Shame on Goodell for not reacting much sooner nor proactively trying to reach an agreement that would relieve stress and burdens to re-energize the fans.
This week, nonetheless, the media is focused on labor issues, curious to know if the NFL will play next season instead of being delayed with an ugly lockout. The NFL and the NFLPA have prepared for the madness this upcoming week, and scheduled multiple sessions with reporters, still in the midst of an infinite battle that has gotten worse.
If no deal is done, with the current Collective Bargaining Agreement set to expire on March 4, a potential lockout turns into reality and the NFL loses an entire season at the most.
And as the season comes to a close, probably in the darkness of the drama that has cast a hideous shadow on the league, if there's a labor stoppage in the end, Goodell announced he'll drop his salary to $1 a year.
The mess, particularly ongoing friction that grabs attention, clouds the festivities and the beautiful concepts of the coolest week in sports has foundered and startled our senses in such a saddened way. Where it stands is obvious, nearing self-destruction if Goodell refuses to cede his legacy and sacrifice ego.
This is likely an uproar unlike ever before, which has alarmed fantasy owners, draftniks, players and owners, but not Goodell, once a stern and intolerant commissioner after inserting his personal conduct policy created to punish rebellious players. He is the overseer, and the NFL sheriff, the man we were used to when he handed down harsh sanctions to instill in the minds of players that they have to lead by example.

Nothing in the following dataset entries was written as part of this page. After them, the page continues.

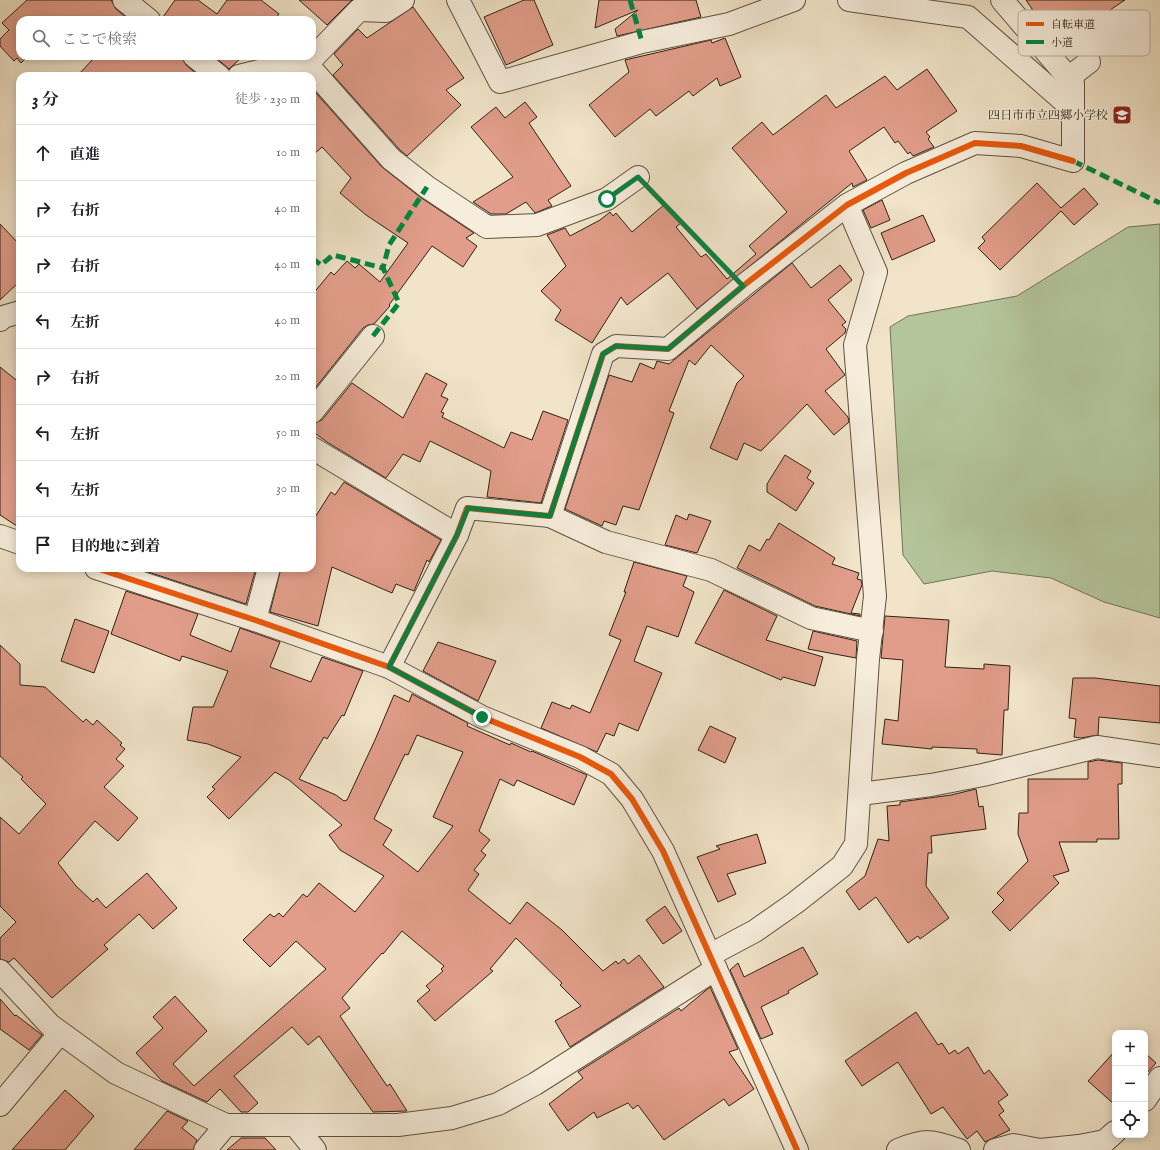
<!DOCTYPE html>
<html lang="ja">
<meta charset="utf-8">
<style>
:root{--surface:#fff;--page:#f2f2f2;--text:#202124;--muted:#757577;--line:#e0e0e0}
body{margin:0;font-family:"IM FELL English","Noto Serif JP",serif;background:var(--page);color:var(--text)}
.controls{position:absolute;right:12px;bottom:12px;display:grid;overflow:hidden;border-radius:8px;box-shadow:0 2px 10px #0003}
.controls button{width:36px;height:36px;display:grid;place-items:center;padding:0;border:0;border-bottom:1px solid var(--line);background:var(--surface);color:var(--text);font:20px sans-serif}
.stop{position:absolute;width:12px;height:12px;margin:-9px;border:3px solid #0b8043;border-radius:50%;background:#fff}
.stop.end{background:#0b8043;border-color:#fff;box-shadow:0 1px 4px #0008}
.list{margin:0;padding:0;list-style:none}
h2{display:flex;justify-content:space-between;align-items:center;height:52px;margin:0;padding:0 16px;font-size:17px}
h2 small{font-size:13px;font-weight:400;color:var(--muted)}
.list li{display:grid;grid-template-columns:26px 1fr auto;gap:12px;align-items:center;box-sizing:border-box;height:56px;padding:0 16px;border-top:1px solid var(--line)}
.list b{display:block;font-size:15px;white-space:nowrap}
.list em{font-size:13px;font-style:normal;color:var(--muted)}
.icon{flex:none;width:22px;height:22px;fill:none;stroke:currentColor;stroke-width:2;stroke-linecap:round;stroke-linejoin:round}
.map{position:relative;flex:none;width:1160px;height:1150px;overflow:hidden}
.search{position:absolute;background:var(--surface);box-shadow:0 2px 10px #0003;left:16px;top:16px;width:300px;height:44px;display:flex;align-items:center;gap:10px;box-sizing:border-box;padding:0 14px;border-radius:12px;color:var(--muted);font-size:15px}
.panel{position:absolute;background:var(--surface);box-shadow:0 2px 10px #0003;left:16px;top:72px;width:300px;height:500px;border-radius:12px}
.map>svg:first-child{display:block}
.green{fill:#b4c59b;stroke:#727456}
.building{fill:#e19d8a;stroke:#302212;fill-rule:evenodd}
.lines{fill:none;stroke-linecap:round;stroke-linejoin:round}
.minor-casing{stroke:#605240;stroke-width:24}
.path{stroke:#302212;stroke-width:2.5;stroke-dasharray:3 2;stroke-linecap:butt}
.minor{stroke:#f6eddc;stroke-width:22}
.quiet{stroke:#00873e;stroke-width:5;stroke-dasharray:10 5;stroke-linecap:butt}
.cycleway-casing{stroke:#f6eddc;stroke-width:8}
.cycleway{stroke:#e8590c;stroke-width:6}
.route{stroke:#0b8043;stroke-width:5}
.labels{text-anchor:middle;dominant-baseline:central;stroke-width:3;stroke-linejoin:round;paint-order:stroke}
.poi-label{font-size:12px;fill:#302212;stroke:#f6eddc;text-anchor:end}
.key{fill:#f6eddc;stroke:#bbb09f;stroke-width:1}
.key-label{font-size:11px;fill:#302212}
</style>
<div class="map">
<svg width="1160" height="1150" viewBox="0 0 1160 1150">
<rect width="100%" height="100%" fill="#f1e4c9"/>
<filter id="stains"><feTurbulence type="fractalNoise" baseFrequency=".005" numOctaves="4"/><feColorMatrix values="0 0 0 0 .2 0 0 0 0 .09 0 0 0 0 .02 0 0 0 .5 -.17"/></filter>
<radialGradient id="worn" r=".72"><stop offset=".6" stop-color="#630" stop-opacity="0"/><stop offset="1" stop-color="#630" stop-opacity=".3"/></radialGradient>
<polygon class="green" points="1160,224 1160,618 1104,602 1051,578 992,571 924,584 903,555 890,327 908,316 1017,296 1128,227"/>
<g class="building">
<polygon points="27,0 111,0 116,9 129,20 20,20 20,56 28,56 21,63 17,58 14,61 0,46 0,39 9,30 2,23"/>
<polygon points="175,0 198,0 217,14 227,0 261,0 279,14 274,20 161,20"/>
<polygon points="299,0 352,0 327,25"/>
<polygon points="524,0 534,0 553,45 506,65 484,17"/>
<polygon points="599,0 696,0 701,17 617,36 615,29 638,10 595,28"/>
<polygon points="1026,0 1125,0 1107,12 1108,14 1079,34 1067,16 1046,30"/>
<polygon points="413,7 464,78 446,90 461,105 407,156 400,150 333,75 343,65 334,54 358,29 367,38"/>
<polygon points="725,38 741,77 720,86 717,78 693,96 689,91 656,116 650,109 615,137 589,105 629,72 625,60 711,40 712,43"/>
<polygon points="96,56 182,56 186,65 199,76 77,76"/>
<polygon points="214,56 243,56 229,69"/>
<polygon points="927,69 957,111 926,132 930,137 928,139 934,147 913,156 910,152 908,154 898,141 895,143 884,127 849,151 867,180 853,187 852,183 697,309 668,273 627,305 621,297 592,343 555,320 561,310 541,291 566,266 547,235 565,228 570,236 600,220 610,212 613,216 616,213 632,232 665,204 681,223 676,227 701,257 706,254 727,279 756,254 749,246 787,212 732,148 762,122 773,135 826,95 836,108 885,76 897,90"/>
<polygon points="315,92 382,167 420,197 474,233 466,238 477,246 463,267 432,246 389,305 390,306 374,324 368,325 363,328 312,392 312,295 331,272 334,275 347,261 355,268 359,264 380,282 408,243 366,215 340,193 351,178 322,147 312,156 312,94"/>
<polygon points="525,102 537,117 529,123 571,186 548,200 552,206 535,213 526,202 506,214 491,214 473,202 513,177 471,127 496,107 505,118"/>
<polygon points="1037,183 1061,208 1084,188 1098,204 1074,225 1061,211 1000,270 978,248 985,241 982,237"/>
<polygon points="882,200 890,220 871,228 863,210"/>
<polygon points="923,215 935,241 892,260 881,233"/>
<polygon points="0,224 20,245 20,281 0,300"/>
<polygon points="792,263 811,288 840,265 852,280 828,300 846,322 842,325 846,329 845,333 826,349 845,375 825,391 848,417 849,422 834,435 807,404 761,451 744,443 737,460 710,448 737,383 744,376 711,345 695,365 689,360 669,411 674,413 639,510 623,506 616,525 604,521 602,526 565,509 609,375 632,382 640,363 654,369 657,361 669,364"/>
<polygon points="0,367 20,383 20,528 0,515"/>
<polygon points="426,373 447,384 441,396 448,399 441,412 444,413 442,417 504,448 511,432 532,440 543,411 568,420 541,503 487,497 491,471 430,441 420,462 403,454 386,478 327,442 312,431 312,424 322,420 352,383 403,418"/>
<polygon points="785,455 811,471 807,478 814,483 796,511 767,492 767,484"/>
<polygon points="344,482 441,540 429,562 427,560 414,591 396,584 392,593 332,567 318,626 270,612 281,568 312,568 312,522 331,492 335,495"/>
<polygon points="689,514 711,521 697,553 665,545 676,515 687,520"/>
<polygon points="779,523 835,558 832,564 859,573 857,579 861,580 862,585 851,613 860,614 860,616 815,606 737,568 749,545 760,551 767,539 769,540"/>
<polygon points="634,562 687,576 683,586 694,592 678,637 647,626 634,661 662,673 638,731 619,723 614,736 606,733 597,752 541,728 552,702 570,709 572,705 590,713 621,640 609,635 626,592 624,592"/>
<polygon points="136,568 256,568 246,604"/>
<polygon points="724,590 777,616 766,640 823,657 815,686 783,677 781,680 695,643"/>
<path d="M126,591L198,614L190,635L231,652L240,628L280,642L270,667L311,682L322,657L363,671L344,716L342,715L327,739L324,737L299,779L336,795L344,801L347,800L375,740L394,695L409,702L412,694L468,723L467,726L510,745L511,743L531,752L532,751L587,775L574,805L517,780L514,786L500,779L479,831L490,840L481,851L486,855L474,870L479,874L468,890L510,924L527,902L562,930L603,971L616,961L618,964L624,959L628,964L639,955L664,987L570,1047L555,1021L581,1006L560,985L562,983L516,938L490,969L493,971L435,1021L417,1001L430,990L426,986L443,971L441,969L444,966L402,931L383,954L382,953L342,998L350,1008L340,1016L387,1086L390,1084L407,1111L373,1112L319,1036L308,1045L292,1027L234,1076L258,1103L248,1112H241L220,1089L207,1102L162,1081L136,1053L163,1028L153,1017L175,996L207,1031L173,1064L194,1086L326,969L296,941L270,967L243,940L270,914L274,917L279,913L283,917L303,894L307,897L319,883L355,912L384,876L340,850L329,835L342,825L289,780L275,772L229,819L207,797L215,789L212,787L241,757L208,744L187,740L193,707H213L228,671L182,656L180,661L111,634ZM417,735L463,752L433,817L453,826L418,872L383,845L392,830L374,819L405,754L408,755Z"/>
<polygon points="885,616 949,620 945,667 984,669 984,664 1010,666 1008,710 1004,710 1002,755 977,753 977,749 932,747 932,749 882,744 885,719 898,721 903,660 881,658"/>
<polygon points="75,619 109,631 94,673 61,661"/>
<polygon points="813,631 857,641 856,658 808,649"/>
<polygon points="438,642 496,661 478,701 423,671"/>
<polygon points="0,645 20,664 20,685 45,687 83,722 86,719 93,725 97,720 122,743 120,745 125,749 116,759 124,766 104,787 138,818 118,841 95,821 58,863 76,886 93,902 97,898 106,908 147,873 177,908 153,929 139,914 104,945 108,949 52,998 14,958 9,962 0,959 0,938 16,922 0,906 0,817 19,834 46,804 21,779 23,777 0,756"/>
<polygon points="1073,678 1095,678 1160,686 1160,723 1099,717 1098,735 1081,738 1074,737 1076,719 1069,718"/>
<polygon points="710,726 736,738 725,763 698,750"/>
<polygon points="1098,760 1122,763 1122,784 1118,784 1119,839 1097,839 1097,842 1059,842 1069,871 1053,876 1059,883 1010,931 992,912 1004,900 997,893 1028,861 1018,834 1019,813 1028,813 1028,779 1088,779 1088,762"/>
<polygon points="976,789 979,807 983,806 986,829 931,836 932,853 928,853 926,886 949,918 920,939 918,936 908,943 876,897 859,910 846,891 865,876 878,839 889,841 887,806 900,805 900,802 951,795"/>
<polygon points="757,834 766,863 727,874 736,894 718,902 697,857 720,849 716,846"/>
<polygon points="665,906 682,931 663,944 646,920"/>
<polygon points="803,947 818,974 788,991 789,993 761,1007 773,1034 761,1039 730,970 738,963 744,977"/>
<polygon points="710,987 738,1049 729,1052 754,1089 729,1106 724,1099 664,1140 638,1105 633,1109 628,1103 597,1118 594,1112 568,1131 549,1104 583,1078 578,1072 679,1008 681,1011"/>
<polygon points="0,999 15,1016 16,1015 42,1035 29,1050 0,1029"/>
<polygon points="916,1012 938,1045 942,1043 949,1054 955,1050 958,1054 968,1047 984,1074 989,1070 1008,1095 998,1102 1004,1111 999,1115 1010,1130 985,1142 977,1131 967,1139 943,1107 931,1114 898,1062 862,1086 845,1061"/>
<polygon points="1115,1051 1115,1105 1088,1081"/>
<polygon points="1145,1053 1156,1063 1145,1075"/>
<polygon points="65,1090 94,1116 65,1150 12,1150"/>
<polygon points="167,1111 188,1121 182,1128 197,1140 193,1150 134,1150"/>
<polygon points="241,1138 265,1138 276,1150 227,1150"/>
</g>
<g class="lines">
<g class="minor-casing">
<g id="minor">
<polyline points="124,0 149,20"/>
<polyline points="458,0 500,82 642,42 729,24 794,0"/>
<polyline points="849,0 968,17 1073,109"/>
<polyline points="194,56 219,76"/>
<polyline points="307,64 359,10 386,11 403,0"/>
<polyline points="239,76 295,62 307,64 391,159 427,187 487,227 537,225 607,199 638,177"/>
<polyline points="1068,78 1089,62"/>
<polyline points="0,320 3,317 20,312"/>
<polyline points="312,412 373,336"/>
<polyline points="312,448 457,535"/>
<polyline points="550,516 606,542 711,570 811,618 872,631"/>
<polyline points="0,536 20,543"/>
<polyline points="96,568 255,620 389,667 482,717 580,757 611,774 632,799 663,851 797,1150"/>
<polyline points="255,620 269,568"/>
<polyline points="389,667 457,535 467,508 550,516 603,354 616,346 668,349 743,286 847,205 906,173 975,143 1021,146 1073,161 1073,83 1002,0"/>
<polyline points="860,794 931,785 983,775 1097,747 1160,756"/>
<polyline points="710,955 755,931 795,903 842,866 856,844 868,659 875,596 855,345 876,272 847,205"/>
<polyline points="0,971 50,1025 116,1073 226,1125 398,1125 452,1118 498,1104 535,1084 716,969"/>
<polyline points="1145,1100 1160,1078"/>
<polyline points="0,1105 60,1033"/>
<polyline points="295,1125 315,1150"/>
<polyline points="205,1150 226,1125"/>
<path d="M898,1150C925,1139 932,1140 959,1150"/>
<polyline points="995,1150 1013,1145 1040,1150 1079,1146 1105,1141 1115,1132"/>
</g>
</g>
<polyline class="path" points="654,193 726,269"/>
<use href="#minor" class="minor"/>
<g class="quiet">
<polyline points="630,0 642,42"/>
<polyline points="1073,161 1160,203"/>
<polyline points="312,258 321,265 333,255 383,268"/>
<polyline points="373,336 399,303 383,268 389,245 427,187"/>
</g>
<g class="cycleway-casing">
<g id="cycleway">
<polyline points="96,568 255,620 389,667 482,717 580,757 611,774 632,799 663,851 797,1150"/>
<polyline points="389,667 457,535 467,508 550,516 603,354 616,346 668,349 743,286 847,205 906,173 975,143 1021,146 1073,161"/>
</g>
</g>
<use href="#cycleway" class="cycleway"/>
</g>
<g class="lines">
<polyline class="route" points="482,717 389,667 457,535 468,508 550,516 603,354 616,346 668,349 743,286 638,177 607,199"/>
</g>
<defs>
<g id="school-square" transform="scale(1)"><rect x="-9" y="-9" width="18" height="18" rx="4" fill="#8f2418" stroke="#f6eddc"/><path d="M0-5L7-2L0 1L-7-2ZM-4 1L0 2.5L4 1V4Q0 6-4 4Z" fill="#fff"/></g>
</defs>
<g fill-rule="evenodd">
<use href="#school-square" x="1122" y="115"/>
</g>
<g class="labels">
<g class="poi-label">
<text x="1108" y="115">四日市市立四郷小学校</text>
</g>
</g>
<rect x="1018" y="10" width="132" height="46" rx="6" class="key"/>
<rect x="1026" y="22" width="18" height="4" fill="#e8590c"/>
<rect x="1026" y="40" width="18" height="4" fill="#00873e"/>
<g class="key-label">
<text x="1051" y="28">自転車道</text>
<text x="1051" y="46">小道</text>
</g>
<rect width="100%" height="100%" filter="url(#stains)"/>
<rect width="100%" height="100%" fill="url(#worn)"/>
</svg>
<div class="controls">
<button>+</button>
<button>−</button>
<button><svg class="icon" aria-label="locate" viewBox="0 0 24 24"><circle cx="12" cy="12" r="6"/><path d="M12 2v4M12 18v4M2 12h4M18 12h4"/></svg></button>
</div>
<div class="stop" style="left:607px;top:199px"></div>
<div class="stop end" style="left:482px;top:717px"></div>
<div class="search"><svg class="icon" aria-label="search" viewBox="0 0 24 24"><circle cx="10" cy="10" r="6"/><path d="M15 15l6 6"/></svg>ここで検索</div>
<section class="panel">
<h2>3 分<small>徒歩 · 230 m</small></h2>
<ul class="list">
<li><svg class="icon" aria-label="ahead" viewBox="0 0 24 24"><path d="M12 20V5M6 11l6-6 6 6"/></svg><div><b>直進</b></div><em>10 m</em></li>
<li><svg class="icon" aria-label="right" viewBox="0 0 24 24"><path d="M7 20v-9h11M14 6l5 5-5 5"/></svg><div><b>右折</b></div><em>40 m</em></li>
<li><svg class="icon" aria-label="right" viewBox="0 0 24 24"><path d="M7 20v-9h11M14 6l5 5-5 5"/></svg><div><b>右折</b></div><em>40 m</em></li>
<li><svg class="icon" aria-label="left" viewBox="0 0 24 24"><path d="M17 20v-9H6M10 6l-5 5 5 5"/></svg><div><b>左折</b></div><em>40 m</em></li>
<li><svg class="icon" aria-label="right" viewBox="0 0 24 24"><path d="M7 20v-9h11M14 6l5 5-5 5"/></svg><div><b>右折</b></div><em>20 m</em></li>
<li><svg class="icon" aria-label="left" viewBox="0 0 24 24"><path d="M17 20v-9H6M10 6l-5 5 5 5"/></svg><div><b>左折</b></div><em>50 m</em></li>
<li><svg class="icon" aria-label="left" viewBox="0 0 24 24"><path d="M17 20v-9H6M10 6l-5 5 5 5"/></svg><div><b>左折</b></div><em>30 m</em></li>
<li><svg class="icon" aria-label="arrive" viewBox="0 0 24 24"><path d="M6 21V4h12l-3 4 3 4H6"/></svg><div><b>目的地に到着</b></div></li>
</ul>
</section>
</div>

Earlier in his term, he emphasized good character and dignity and, if so, then why doesn't he save the NFL from a heinous collapse in finances and popularity?
What the owners want is for the players to take the same cut, roughly 60 percent, dissimilar from the current deal in which owners earn a credit of practically over $1 billion for investment in expenses of an annual revenue pool approximately $9 billion before the rest of the money is divided.
The difference is, the owners are requesting for an increase of approximately $2.4 billion in credits, an amount they believe mirrors the adjustment of economic progress this era.
With the murky situation, in the middle of the chaotic, berserk Super Bowl week, the anxiety comes from the unknown. As of late, in previous weeks, NFL personalities such as Steelers owner Dan Rooney and Jets cornerback Antonio Cromartie proffered their thoughts about the progress of negotiations on a new Collective Bargaining Agreement.
At this rate, the NFL is quickly approaching a lockout. For a while, there hasn't been a reasonable session, and without communication, it's pretty difficult to unanimously constitute a new deal.
It was only last year when the NFL produced nearly $9 billion in revenue, but has yet resolved its difference with the NFLPA. You'd like to think that the NFL isn't stupid to possibly risk huge profit for being too greedy and stubborn.
So the bottom line is, if there is no deal by the deadline, the NFL potentially loses an estimate of $120 million in revenue. It only gets worse, if this issue extends all the way until the regular season in September when the league could lose $1 billion.
The best thing the league has promised is to limit offseason workouts and reduce training camp, and create jobs for players by adding roster spots. Now that Goodell is willing to expand the season to an 18-game schedule, why not give the players suitable benefits at the end of their careers, why not finalize a deal with DeMaurice Smith, executive director of the NFL Players Association?
The side with the leverage is Smith, who is worried heavily about long-term injuries and additional ailments from a longer season, unless Goodell talks with sense for once. The problem is, the sides aren't palatable.
It's too bad Goodell doesn't care, or else this wouldn't have hijacked Super Bowl week.